* [Instructions for the task]:
Retype, word for word, the lines from the first line of the entries through the line that holds "position:absolute; left:21px; top:21px;"; leave out the pictures.
Segment Start: Data section
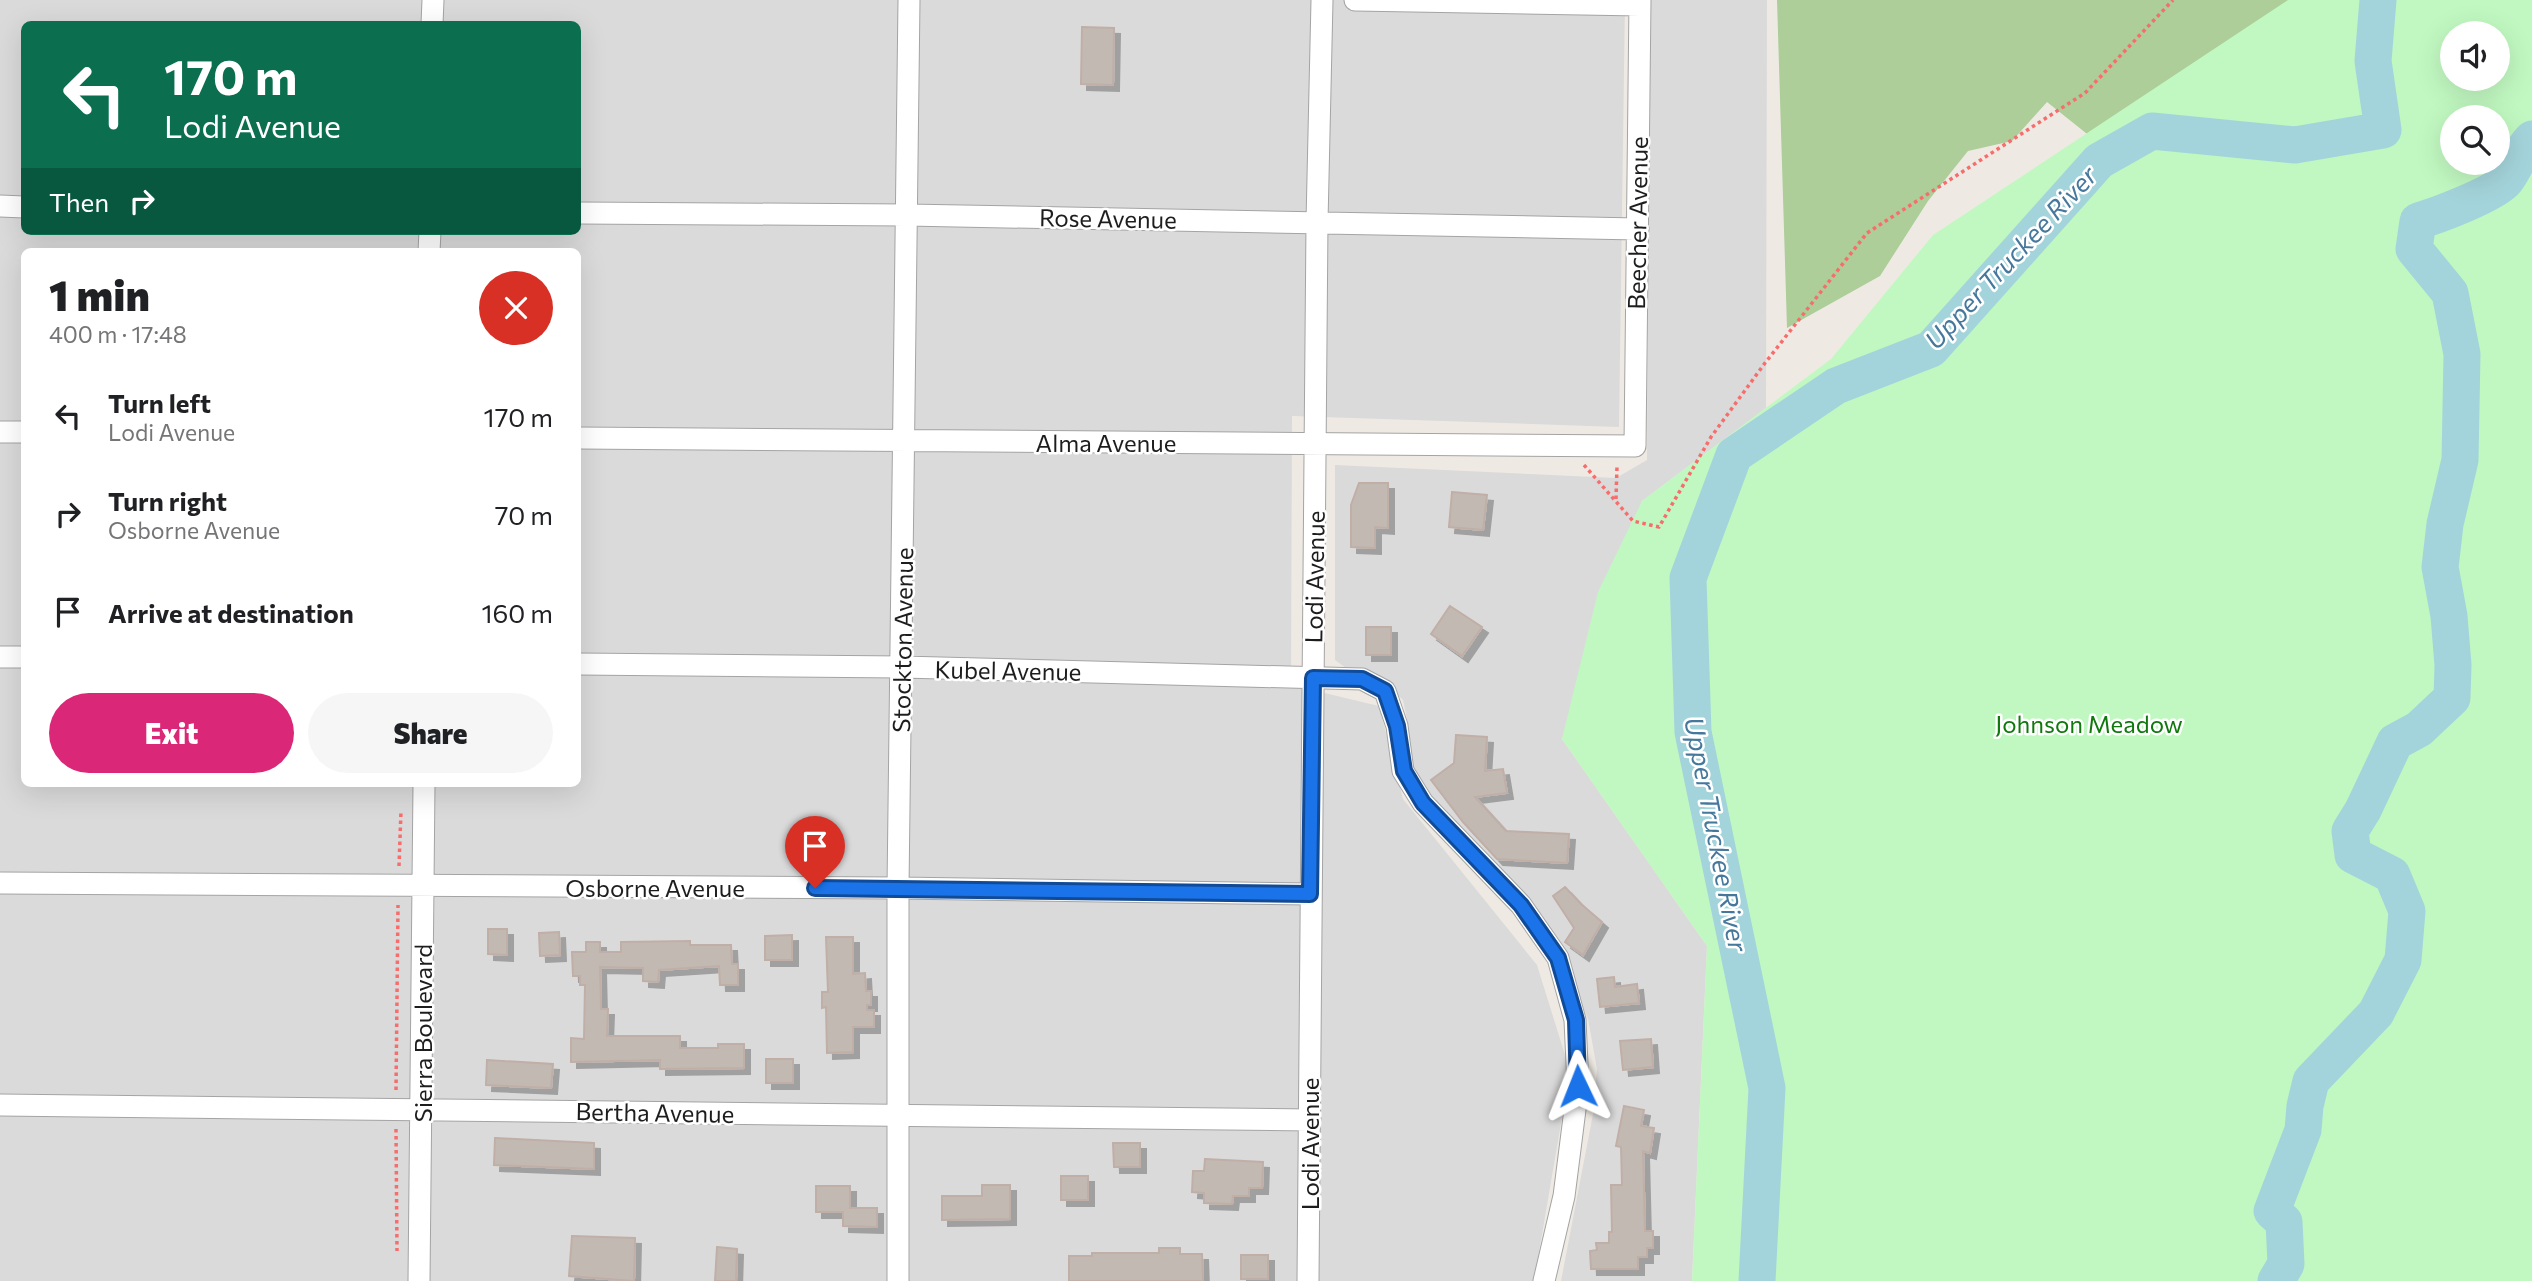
<!DOCTYPE html>
<html lang="en">
<head>
<meta charset="utf-8">
<style>
	body { margin:0; font-family:Commissioner,sans-serif; background:#f6f6f6; color:#202124; height:100vh; display:flex; flex-direction:column; font-size:26px; white-space:nowrap }
	* { box-sizing:border-box; margin:0 }
	p { font-size:23px; color:#757577 }
	.icon { flex:none; width:38px; height:38px; fill:none; stroke:currentColor; stroke-width:2; stroke-linecap:round; stroke-linejoin:round }
	.map { position:relative; flex:1; overflow:hidden }
	.drawer { position:absolute; left:21px; top:248px; width:560px; height:539px; display:flex; flex-direction:column; background:#fff; border-radius:10px; box-shadow:0 7px 28px #0002 }
	.drawer>* { flex:none }
	.guide { position:absolute; left:21px; top:21px; width:560px; height:214px; border-radius:10px; box-shadow:0 7px 28px #0002; background:#0b6e4f; color:#fff; overflow:hidden }
	.controls { position:absolute; left:2440px; top:21px; display:grid; gap:14px }
	.controls a { display:grid; place-items:center; width:70px; height:70px; border-radius:50%; background:#fff; box-shadow:0 7px 28px #0002; font-size:35px }
	.pin { position:absolute; display:grid; place-items:center; width:60px; height:60px; color:#fff; margin:-72px -30px; border-radius:50% 50% 50% 0; rotate:-45deg; box-shadow:0 0 7px #0007 }
	.pin .icon { rotate:45deg }
	.me { position:absolute; width:77px; margin:-38px; rotate:358deg; stroke-linejoin:round; filter:drop-shadow(0 0 5px #0008) }
	.turn { display:flex; align-items:center; gap:24px; height:147px; padding:0 28px; font-size:32px }
	.turn .icon { width:91px; height:91px; stroke-width:2.5 }
	.turn b { display:block; font-size:49px; line-height:60px }
	.then { display:flex; align-items:center; height:66px; padding:0 28px; background:#0003; gap:14px; font-size:26px }
	.round { display:grid; place-items:center; flex:none; width:74px; height:74px; border-radius:37px; background:#f6f6f6 }
	.headline { display:flex; align-items:center; justify-content:space-between; height:119px; padding:0 28px }
	h1 { font-size:42px; font-weight:800; line-height:52px }
	.action { display:flex; gap:14px; margin-top:auto; padding:14px 28px }
	.action a { flex:1; height:80px; border-radius:42px; background:#db2777; color:#fff; font-size:28px; font-weight:800; line-height:80px; text-align:center }
	.action a+a { background:#f6f6f6; color:#202124 }
	ul { padding:0; list-style:none }
	li { display:flex; align-items:center; gap:21px; height:98px; padding:0 28px }
	li div { flex:1 }
	li b { display:block; font-size:26px }
	li em { font-style:normal }
	.map>svg:first-child { display:block }
</style>
</head>
<body>
<div class="map">
<svg width="2532" height="1281" viewBox="0 0 2532 1281">
	<defs>
		<filter id="shadow"><feDropShadow dx="6" dy="6" stdDeviation="0" flood-color="#0004"/></filter>
	</defs>
	<rect width="100%" height="100%" fill="#eeeae3"/>
	<path fill="#dbdada" fill-rule="evenodd" d="M0 0H1625L1619 427 1292 416 1291 685 1379 706 1403 799 1537 965 1570 1071 1534 1281H0ZM24 24H578V231H24ZM24 252H578V784H24Z
		M1649 0H1767L1766 408 1642 501 1562 739 1707 946 1692 1281H1561L1593 1114 1597 1069 1588 1019 1567 970 1430 800 1413 770 1409 729 1403 700 1389 686 1350 671 1335 660V465L1616 478 1647 460Z"/>
	<path fill="#adcd99" d="M1777 0H2395L2111 153 2047 102 2012 141 1968 151 1928 201 1880 276 1787 328Z"/>
	<path fill="#c1f8c1" fill-rule="evenodd" d="M2288 0H2532V1281H1692L1707 946 1562 739 1598 592 1642 501 1831 359 1933 235ZM2452 33H2497V79H2452ZM2452 117H2497V163H2452Z"/>
	<g fill="none" stroke-linecap="round" stroke-linejoin="round">
		<path stroke="#a4d4db" stroke-width="37" d="M1757 1281 1767 1088 1693 732 1688 578 1734 455 1836 386 1931 349 2099 161 2152 131 2295 145 2383 130 2373 61 2378 0
			M2276 1281 2286 1264 2284 1222 2272 1211 2303 1130 2305 1106 2311 1081 2376 1013 2403 960 2407 911 2392 875 2353 855 2350 831 2363 810 2395 742 2419 729 2452 698 2453 665 2449 616 2440 567 2445 524 2460 460 2462 354 2450 293 2414 249 2418 221C2436 216 2495 194 2506 180 2516 167 2520 151 2532 139"/>
	</g>
	<path fill="#c3b9b3" stroke="#c0afa6" stroke-width="2" filter="url(#shadow)" d="M1082 27 1114 28 1113 85 1081 84Z
		M1359 483H1388V528L1375 527V548L1351 547V505Z
		M1452 492 1487 495 1483 530 1449 527Z
		M1450 606 1482 627 1462 656 1431 634Z
		M1366 627H1391V655H1366Z
		M1456 735 1487 737 1485 771 1503 769 1507 793 1475 797 1506 831 1569 834 1567 863 1497 859 1463 822 1431 780 1454 763Z
		M1565 887 1581 904 1602 922 1583 955 1565 942 1574 928 1553 896Z
		M488 929H507V955L488 954Z
		M559 932 560 955 540 956 539 933Z
		M792 935V960H765V936Z
		M826 937H853V974L865 973 866 991H871V1005H867V1010H874V1027H853V1052L827 1053 826 1007 822 1008V992H828Z
		M690 941V945H731L732 964H738V985H720L719 966 659 970 658 982 643 981V968L600 967 601 1009H608L607 1036H680V1048H718V1044H744V1068L660 1069V1060L571 1062V1038L584 1039 585 985H580V976H573L572 952H586V942H600V952H621V942Z
		M1614 977 1615 987 1637 984 1639 1003 1600 1007 1597 979Z
		M1651 1039 1653 1067 1623 1070 1620 1041Z
		M766 1059H793V1083H766Z
		M487 1060 553 1064 551 1088 486 1085Z
		M1624 1106 1644 1110 1641 1126 1654 1128 1650 1153 1643 1151 1645 1231H1653V1248H1647V1257H1638V1269H1591L1590 1251 1597 1250 1596 1243H1609V1232H1612L1611 1185H1622L1621 1147 1616 1146Z
		M495 1138 594 1143V1169L494 1165Z
		M1113 1143H1140V1167H1114Z
		M1205 1159 1263 1162 1262 1188H1249V1196H1233L1232 1204 1204 1203V1193L1192 1192 1193 1171H1204Z
		M1061 1176H1088V1200H1061Z
		M982 1185H1010V1219L942 1220V1196H982Z
		M816 1186H850V1208H877V1227L843 1226V1212H816Z
		M572 1236 635 1238 634 1281 569 1276Z
		M717 1247 737 1249 736 1281H715Z
		M1159 1248H1180V1254H1202L1203 1281H1069V1256H1092V1253H1159Z
		M1241 1255H1268V1279H1241Z"/>
	<g fill="none" stroke-linecap="round" stroke-linejoin="round">
		<g stroke="#a4a4a4" stroke-width="23">
			<path id="minor" d="M1355 0 1640 5
				M432 24 433 0
				M0 206 24 207
				M578 213 907 215 1638 229
				M429 252 430 231
				M0 432H24
				M578 438 1635 446 1640 0
				M0 657H24
				M578 664 902 667 1362 679 1385 691 1397 726 1403 771 1423 803 1521 905 1558 958 1575 1020 1578 1086 1564 1196 1544 1281
				M0 883 898 888 1310 894
				M0 1105 1310 1120
				M419 1281 424 784
				M898 1281V888L909 0
				M1308 1281 1317 222 1322 0"/>
		</g>
		<path stroke="#f76d6c" stroke-width="3.5" stroke-dasharray="3.5 3.5" stroke-linecap="butt" d="M1584 465 1633 521 1659 527 1711 437 1765 363 1867 233 2085 93 2173 0
			M1616 499 1617 466
			M399 866 401 811
			M396 1090 398 905
			M396 1129 397 1251"/>
		<use href="#minor" stroke="#fff" stroke-width="21"/>
	</g>
	<g fill="none" stroke-linecap="round" stroke-linejoin="round">
		<g stroke="#114b97" stroke-width="18">
			<path id="route" d="M815 888 1310 894 1313 678 1362 679 1385 691 1397 726 1404 771 1423 803 1521 905 1558 958 1576 1020 1578 1086"/>
		</g>
		<use href="#route" stroke="#1a73e8" stroke-width="12"/>
	</g>
	<g text-anchor="middle" dominant-baseline="central" stroke-width="5" stroke-linejoin="round" paint-order="stroke">
		<g font-size="24" fill="#1d1d1d" stroke="#fff">
			<text transform="translate(1108 218) rotate(1)">Rose Avenue</text>
			<text transform="translate(1637 223) rotate(-89)">Beecher Avenue</text>
			<text x="1106" y="442">Alma Avenue</text>
			<text transform="translate(1314 577) rotate(-89)">Lodi Avenue</text>
			<text transform="translate(902 640) rotate(-89)">Stockton Avenue</text>
			<text transform="translate(1008 670) rotate(1)">Kubel Avenue</text>
			<text x="655" y="887">Osborne Avenue</text>
			<text transform="translate(422 1033) rotate(-90)">Sierra Boulevard</text>
			<text transform="translate(655 1112) rotate(1)">Bertha Avenue</text>
			<text transform="translate(1309 1144) rotate(-90)">Lodi Avenue</text>
		</g>
		<g font-size="24" fill="#0f790d" stroke="#fff">
			<text x="2089" y="723">Johnson Meadow</text>
		</g>
		<g font-size="26" font-style="italic" fill="#46789c" stroke="#fff">
			<text transform="translate(2010 257) rotate(-47)">Upper Truckee River</text>
			<text transform="translate(1717 834) rotate(79)">Upper Truckee River</text>
		</g>
	</g>
</svg>
<div class="controls">
<a><svg class="icon" aria-label="sound" viewBox="0 0 24 24"><path d="M4 9h4l5-4v14l-5-4H4zM17 9q2 3 0 6"/></svg></a>
<a><svg class="icon" aria-label="search" viewBox="0 0 24 24"><circle cx="10" cy="10" r="6"/><path d="M15 15l6 6"/></svg></a>
</div>
<div class="pin" style="left:815px;top:888px;background:#d93025"><svg class="icon" aria-label="arrive" viewBox="0 0 24 24"><path d="M6 21V4h12l-3 4 3 4H6"/></svg></div>
<svg class="me" style="left:1578px;top:1086px" viewBox="-20 -20 40 40"><path d="M0-17L14 15 0 8-14 15z" fill="#1a73e8" stroke="#fff" stroke-width="4"/></svg>
<div class="guide">
<div class="turn"><svg class="icon" aria-label="left" viewBox="0 0 24 24"><path d="M17 20v-9H6M10 6l-5 5 5 5"/></svg><div><b>170 m</b>Lodi Avenue</div></div>
<div class="then">Then<svg class="icon" aria-label="right" viewBox="0 0 24 24"><path d="M7 20v-9h11M14 6l5 5-5 5"/></svg></div>
</div>
<section class="drawer">
<div class="headline"><div><h1>1 min</h1><p>400 m · 17:48</p></div><a class="round" style="background:#d93025;color:#fff"><svg class="icon" aria-label="close" viewBox="0 0 24 24"><path d="M6 6l12 12M18 6L6 18"/></svg></a></div>
<ul>
<li><svg class="icon" aria-label="left" viewBox="0 0 24 24"><path d="M17 20v-9H6M10 6l-5 5 5 5"/></svg><div><b>Turn left</b><p>Lodi Avenue</p></div><em>170 m</em></li>
<li><svg class="icon" aria-label="right" viewBox="0 0 24 24"><path d="M7 20v-9h11M14 6l5 5-5 5"/></svg><div><b>Turn right</b><p>Osborne Avenue</p></div><em>70 m</em></li>
<li><svg class="icon" aria-label="arrive" viewBox="0 0 24 24"><path d="M6 21V4h12l-3 4 3 4H6"/></svg><div><b>Arrive at destination</b></div><em>160 m</em></li>
</ul>
<div class="action"><a>Exit</a><a>Share</a></div>
</section>
</div>
</body>
</html>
Segment End: Data section
* [Solution to this problem]:
<!DOCTYPE html>
<html lang="en">
<head>
<meta charset="utf-8">
<style>
	body { margin:0; font-family:Commissioner,sans-serif; background:#f6f6f6; color:#202124; height:100vh; display:flex; flex-direction:column; font-size:26px; white-space:nowrap }
	* { box-sizing:border-box; margin:0 }
	p { font-size:23px; color:#757577 }
	.icon { flex:none; width:38px; height:38px; fill:none; stroke:currentColor; stroke-width:2; stroke-linecap:round; stroke-linejoin:round }
	.map { position:relative; flex:1; overflow:hidden }
	.drawer { position:absolute; left:21px; top:248px; width:560px; height:539px; display:flex; flex-direction:column; background:#fff; border-radius:10px; box-shadow:0 7px 28px #0002 }
	.drawer>* { flex:none }
	.guide { position:absolute; left:21px; top:21px; width:560px; height:214px; border-radius:10px; box-shadow:0 7px 28px #0002; background:#0b6e4f; color:#fff; overflow:hidden }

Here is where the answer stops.